EQ versus IQ

What exactly is emotional intelligence, how do we spot it and why is it good for business?

For most companies, hiring the smartest employees has always been a no-brainer. A stream of A grades at school and an Oxbridge education tick all the right boxes, so it’s no surprise that many brands have traditionally focused on academic achievement.

If you’re working in a laboratory or developing new research, there’s no doubt that having a high IQ is integral to success. But as businesses become more dynamic and diverse, emotional intelligence is fast becoming the most valuable skill for employers. In fact, some researchers estimate that EQ accounts for 75% of a person’s ability to succeed, suggesting personality plays a pretty big role as we move forward in a job.

But what exactly is emotional intelligence, how do we spot it and why is it good for business?

What is EQ? 

Having a high EQ means you are better equipped to handle emotional situations, involving both your own feelings and those of others. A learned behaviour, emotional intelligence impacts our interpersonal communications, and affects how we connect with others around us. It comprises four main skills including:

  1. Self-awareness
  2. Self-management
  3. Social awareness
  4. Relationship management

For example, someone with a lower EQ may not pick up on the signals of other people very quickly, particularly when these signs are subtle or they have to read between the lines. Alternatively they may lack self-awareness and be unable to regulate their own emotions which can lead to outbursts and arguments with other colleagues. While this may not be an issue for backend roles, such as IT development, it’s crucial for those in people-facing roles to communicate well. By contrast someone with a higher EQ may be able to guess when another staff member is feeling unhappy through their body language and communication, even if they don’t clearly state there’s a problem.

This quick uptake will enable them to empathise with the unhappy employee, and any differences are likely to be resolved more quickly. Surprisingly, many managers receive little training when they move into their leadership role, which can be challenging for them and the staff they’re working with. Having good emotional intelligence will automatically put a leader ahead of the game when it comes to picking up management skills. In addition to developing EQ, managers can benefit from inclusion and diversity training, to challenge their perceptions of diversity and inclusivity. By developing traits that make leaders more inclusive, teams are likely to become more creative and innovative. Individuals are able to draw from their own personal experiences and diverse backgrounds, enabling businesses to benefit from the cultural intelligence of their people and teams.

How to spot EQ

Around 60% of large companies now integrate EQ testing into their pre-interview screening processes, demonstrating just how many brands are now recognising its importance. From client relationships to dealing with external suppliers or colleagues, communication accounts for a huge part of our success. We’re also seeing rapid change in modern businesses, and the speed of innovation has never been faster. You’ll need to attract employees who can be flexible in their decision-making processes, a key part of having high EQ.

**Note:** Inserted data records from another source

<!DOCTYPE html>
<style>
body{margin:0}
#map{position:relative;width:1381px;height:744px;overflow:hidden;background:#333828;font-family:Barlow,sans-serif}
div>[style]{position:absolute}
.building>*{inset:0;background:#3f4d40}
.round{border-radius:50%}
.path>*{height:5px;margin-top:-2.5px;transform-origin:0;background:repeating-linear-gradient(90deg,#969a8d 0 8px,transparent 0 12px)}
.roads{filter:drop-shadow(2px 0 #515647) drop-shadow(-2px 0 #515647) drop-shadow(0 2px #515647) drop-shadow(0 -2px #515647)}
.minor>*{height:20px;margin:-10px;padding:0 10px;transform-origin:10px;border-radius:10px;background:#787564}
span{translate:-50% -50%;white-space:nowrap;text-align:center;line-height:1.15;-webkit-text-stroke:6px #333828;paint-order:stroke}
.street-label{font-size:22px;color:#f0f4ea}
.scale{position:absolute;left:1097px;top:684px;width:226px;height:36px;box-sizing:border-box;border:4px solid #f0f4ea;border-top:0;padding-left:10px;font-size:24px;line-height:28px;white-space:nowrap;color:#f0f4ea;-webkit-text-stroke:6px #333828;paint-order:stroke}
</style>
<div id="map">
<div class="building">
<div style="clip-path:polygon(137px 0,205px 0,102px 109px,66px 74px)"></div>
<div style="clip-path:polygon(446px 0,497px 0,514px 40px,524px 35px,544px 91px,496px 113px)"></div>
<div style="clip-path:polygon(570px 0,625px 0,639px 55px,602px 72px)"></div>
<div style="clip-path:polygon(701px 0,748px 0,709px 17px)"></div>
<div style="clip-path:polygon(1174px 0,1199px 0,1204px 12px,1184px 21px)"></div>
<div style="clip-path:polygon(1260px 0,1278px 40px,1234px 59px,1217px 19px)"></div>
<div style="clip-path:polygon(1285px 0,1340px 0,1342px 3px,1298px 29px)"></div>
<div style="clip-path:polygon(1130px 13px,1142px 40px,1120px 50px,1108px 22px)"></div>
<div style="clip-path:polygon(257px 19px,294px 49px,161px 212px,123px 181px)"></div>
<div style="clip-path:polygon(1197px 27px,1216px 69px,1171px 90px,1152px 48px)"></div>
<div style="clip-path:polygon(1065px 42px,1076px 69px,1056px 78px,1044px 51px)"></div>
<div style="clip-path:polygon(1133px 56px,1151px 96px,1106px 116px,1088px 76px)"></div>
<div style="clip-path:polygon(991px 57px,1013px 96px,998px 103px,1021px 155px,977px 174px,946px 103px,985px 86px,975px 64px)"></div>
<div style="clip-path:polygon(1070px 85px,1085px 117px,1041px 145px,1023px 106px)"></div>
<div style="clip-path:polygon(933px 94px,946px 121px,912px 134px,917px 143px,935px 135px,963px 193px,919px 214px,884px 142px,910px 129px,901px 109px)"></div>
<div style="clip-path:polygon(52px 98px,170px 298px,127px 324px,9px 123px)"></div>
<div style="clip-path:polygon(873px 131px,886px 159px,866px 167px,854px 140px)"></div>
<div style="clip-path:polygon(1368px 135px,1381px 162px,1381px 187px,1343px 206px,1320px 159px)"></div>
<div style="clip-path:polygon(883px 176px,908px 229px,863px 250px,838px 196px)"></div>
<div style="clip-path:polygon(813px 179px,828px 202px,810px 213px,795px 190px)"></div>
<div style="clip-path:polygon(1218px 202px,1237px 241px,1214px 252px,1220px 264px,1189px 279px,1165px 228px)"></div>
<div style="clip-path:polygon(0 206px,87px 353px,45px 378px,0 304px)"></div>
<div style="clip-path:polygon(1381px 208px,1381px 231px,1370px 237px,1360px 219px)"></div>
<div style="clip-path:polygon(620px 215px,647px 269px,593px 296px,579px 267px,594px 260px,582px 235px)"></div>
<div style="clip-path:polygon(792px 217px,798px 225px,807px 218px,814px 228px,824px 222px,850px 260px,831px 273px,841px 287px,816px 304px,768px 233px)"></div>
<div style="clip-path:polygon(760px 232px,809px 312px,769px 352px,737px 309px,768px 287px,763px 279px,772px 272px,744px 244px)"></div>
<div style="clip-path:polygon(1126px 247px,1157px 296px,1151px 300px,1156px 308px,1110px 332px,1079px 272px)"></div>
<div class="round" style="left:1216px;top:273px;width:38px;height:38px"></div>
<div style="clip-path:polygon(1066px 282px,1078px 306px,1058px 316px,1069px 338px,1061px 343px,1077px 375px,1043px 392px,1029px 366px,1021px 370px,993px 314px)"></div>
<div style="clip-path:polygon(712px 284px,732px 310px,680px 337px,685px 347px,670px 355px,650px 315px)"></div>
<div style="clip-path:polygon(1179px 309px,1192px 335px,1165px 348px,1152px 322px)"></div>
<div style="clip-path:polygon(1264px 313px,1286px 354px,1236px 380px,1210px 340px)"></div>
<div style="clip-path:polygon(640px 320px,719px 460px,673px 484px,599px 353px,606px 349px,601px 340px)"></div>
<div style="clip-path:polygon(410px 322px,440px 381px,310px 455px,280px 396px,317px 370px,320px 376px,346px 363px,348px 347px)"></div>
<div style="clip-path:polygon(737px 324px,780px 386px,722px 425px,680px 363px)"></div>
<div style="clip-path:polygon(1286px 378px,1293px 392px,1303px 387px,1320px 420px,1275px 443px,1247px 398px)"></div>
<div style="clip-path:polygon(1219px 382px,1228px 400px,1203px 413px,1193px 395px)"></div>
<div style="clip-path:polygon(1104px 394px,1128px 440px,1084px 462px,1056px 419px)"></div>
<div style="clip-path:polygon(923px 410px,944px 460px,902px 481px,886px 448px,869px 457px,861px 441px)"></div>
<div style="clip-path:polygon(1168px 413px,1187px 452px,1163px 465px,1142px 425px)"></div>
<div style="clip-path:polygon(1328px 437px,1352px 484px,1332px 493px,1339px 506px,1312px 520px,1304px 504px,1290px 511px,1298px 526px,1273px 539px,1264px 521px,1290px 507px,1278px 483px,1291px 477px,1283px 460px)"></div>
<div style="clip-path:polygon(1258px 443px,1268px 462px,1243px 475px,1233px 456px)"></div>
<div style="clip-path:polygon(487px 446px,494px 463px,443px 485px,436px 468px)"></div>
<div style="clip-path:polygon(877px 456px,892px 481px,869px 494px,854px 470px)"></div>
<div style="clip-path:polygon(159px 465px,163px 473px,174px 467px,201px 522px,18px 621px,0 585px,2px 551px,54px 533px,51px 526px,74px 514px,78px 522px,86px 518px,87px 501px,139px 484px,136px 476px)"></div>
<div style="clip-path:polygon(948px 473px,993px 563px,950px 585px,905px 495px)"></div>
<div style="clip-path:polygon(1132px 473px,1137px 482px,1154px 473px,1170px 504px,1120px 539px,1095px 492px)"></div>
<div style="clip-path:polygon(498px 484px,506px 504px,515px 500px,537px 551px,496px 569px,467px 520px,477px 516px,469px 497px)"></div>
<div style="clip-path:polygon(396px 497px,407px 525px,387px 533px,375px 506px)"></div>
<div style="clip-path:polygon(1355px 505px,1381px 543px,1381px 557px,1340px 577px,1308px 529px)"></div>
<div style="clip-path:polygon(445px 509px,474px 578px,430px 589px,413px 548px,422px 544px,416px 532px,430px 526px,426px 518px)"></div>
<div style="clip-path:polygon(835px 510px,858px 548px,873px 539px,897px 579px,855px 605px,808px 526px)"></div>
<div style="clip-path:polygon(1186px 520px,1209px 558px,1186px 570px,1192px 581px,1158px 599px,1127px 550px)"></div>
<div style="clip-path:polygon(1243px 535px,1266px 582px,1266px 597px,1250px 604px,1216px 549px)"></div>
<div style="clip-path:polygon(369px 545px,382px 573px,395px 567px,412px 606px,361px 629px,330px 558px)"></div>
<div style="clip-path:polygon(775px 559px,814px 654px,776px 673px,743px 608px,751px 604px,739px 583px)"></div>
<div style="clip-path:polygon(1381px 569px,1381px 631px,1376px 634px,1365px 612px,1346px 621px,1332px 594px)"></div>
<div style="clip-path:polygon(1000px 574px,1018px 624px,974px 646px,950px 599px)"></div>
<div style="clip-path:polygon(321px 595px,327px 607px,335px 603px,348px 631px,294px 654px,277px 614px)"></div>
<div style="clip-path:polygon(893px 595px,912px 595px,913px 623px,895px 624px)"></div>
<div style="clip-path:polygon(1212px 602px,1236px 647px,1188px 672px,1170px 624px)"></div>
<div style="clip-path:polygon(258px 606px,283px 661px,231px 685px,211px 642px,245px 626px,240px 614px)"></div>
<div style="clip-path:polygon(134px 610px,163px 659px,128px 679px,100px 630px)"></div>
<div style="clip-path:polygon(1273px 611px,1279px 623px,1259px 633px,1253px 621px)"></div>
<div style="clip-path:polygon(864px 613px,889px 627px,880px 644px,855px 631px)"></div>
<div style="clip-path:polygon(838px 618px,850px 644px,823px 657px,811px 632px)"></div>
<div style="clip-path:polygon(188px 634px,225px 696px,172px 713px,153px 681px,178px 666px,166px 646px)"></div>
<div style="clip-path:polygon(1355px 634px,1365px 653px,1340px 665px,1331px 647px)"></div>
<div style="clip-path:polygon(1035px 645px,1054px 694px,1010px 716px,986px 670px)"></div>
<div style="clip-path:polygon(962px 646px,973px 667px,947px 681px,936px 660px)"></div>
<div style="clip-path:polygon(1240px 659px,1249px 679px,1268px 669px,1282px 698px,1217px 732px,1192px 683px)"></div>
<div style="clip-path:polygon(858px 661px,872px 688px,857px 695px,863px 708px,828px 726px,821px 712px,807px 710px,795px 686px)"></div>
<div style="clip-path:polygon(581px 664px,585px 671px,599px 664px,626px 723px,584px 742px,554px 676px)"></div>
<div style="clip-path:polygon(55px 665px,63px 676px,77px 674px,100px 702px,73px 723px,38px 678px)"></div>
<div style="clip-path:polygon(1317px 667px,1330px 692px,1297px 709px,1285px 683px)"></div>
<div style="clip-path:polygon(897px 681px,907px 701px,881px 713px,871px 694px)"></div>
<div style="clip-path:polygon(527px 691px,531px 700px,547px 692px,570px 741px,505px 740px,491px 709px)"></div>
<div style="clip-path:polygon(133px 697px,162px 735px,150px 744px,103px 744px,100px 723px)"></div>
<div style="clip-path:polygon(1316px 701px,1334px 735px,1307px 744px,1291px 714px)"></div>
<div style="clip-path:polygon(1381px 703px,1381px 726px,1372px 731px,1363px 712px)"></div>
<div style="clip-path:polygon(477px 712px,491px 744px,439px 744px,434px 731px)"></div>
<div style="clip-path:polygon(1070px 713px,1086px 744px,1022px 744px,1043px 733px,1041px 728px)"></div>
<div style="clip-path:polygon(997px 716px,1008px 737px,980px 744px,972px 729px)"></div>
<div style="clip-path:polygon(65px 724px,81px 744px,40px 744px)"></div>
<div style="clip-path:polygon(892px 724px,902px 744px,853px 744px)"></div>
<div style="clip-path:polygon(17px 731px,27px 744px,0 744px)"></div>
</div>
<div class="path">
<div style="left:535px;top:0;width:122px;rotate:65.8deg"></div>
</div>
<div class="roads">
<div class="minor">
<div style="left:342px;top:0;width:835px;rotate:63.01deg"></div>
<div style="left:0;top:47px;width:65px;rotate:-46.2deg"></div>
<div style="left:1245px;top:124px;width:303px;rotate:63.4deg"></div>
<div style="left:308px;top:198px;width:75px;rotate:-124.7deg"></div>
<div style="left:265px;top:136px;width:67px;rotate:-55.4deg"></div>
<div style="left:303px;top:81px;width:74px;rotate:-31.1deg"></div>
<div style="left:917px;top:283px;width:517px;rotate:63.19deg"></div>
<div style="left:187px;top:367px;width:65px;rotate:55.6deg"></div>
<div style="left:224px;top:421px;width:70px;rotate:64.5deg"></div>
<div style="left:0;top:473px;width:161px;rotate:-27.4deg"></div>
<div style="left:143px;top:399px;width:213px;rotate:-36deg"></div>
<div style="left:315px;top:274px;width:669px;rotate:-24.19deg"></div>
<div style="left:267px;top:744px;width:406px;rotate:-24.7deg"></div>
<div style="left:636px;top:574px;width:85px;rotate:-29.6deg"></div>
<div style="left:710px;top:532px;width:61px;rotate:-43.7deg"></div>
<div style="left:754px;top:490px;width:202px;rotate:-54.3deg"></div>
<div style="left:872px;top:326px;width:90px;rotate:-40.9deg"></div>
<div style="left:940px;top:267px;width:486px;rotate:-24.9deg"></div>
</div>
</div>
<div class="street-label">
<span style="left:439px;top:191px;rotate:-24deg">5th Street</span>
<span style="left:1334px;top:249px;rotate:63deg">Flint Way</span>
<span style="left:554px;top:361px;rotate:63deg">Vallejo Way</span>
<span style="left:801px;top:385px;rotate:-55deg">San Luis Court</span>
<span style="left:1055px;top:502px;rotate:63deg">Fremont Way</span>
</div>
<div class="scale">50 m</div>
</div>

Generally you should get a good measure of someone’s EQ during the interview process, but it’s also worth checking out what kind of roles they have taken on in the past and how they’ve developed in them. Those who have been promoted in previous companies or taken on additional duties such as running committees or becoming a mentor are likely to have a high EQ. Though personality tests, such as Myers Briggs, can’t determine a person’s emotional intelligence, they can give you a good indication of a person’s strengths and weaknesses, and how well they’ll work with others.

Developing EQ

While many people are naturally gifted with emotional intelligence. it is a skill that can be developed over time, so it’s important that companies invest in this. Whether it’s learning to recognise or manage your own emotions or specific skills, such as active listening, EQ can be taught to a degree. In addition to training people up on new tools or business related skills, it’s vital the brands recognise the importance of EQ skills, and factor them in to learning and development programmes accordingly.

Improving relationships within the business, developing emotional intelligence among employees can lead to a more cohesive team, better staff retention and happier people. All of these factors have a major impact on the long-term success of a business, leading to greater profits, improved client relationships and a strong reputation within the industry you operate in.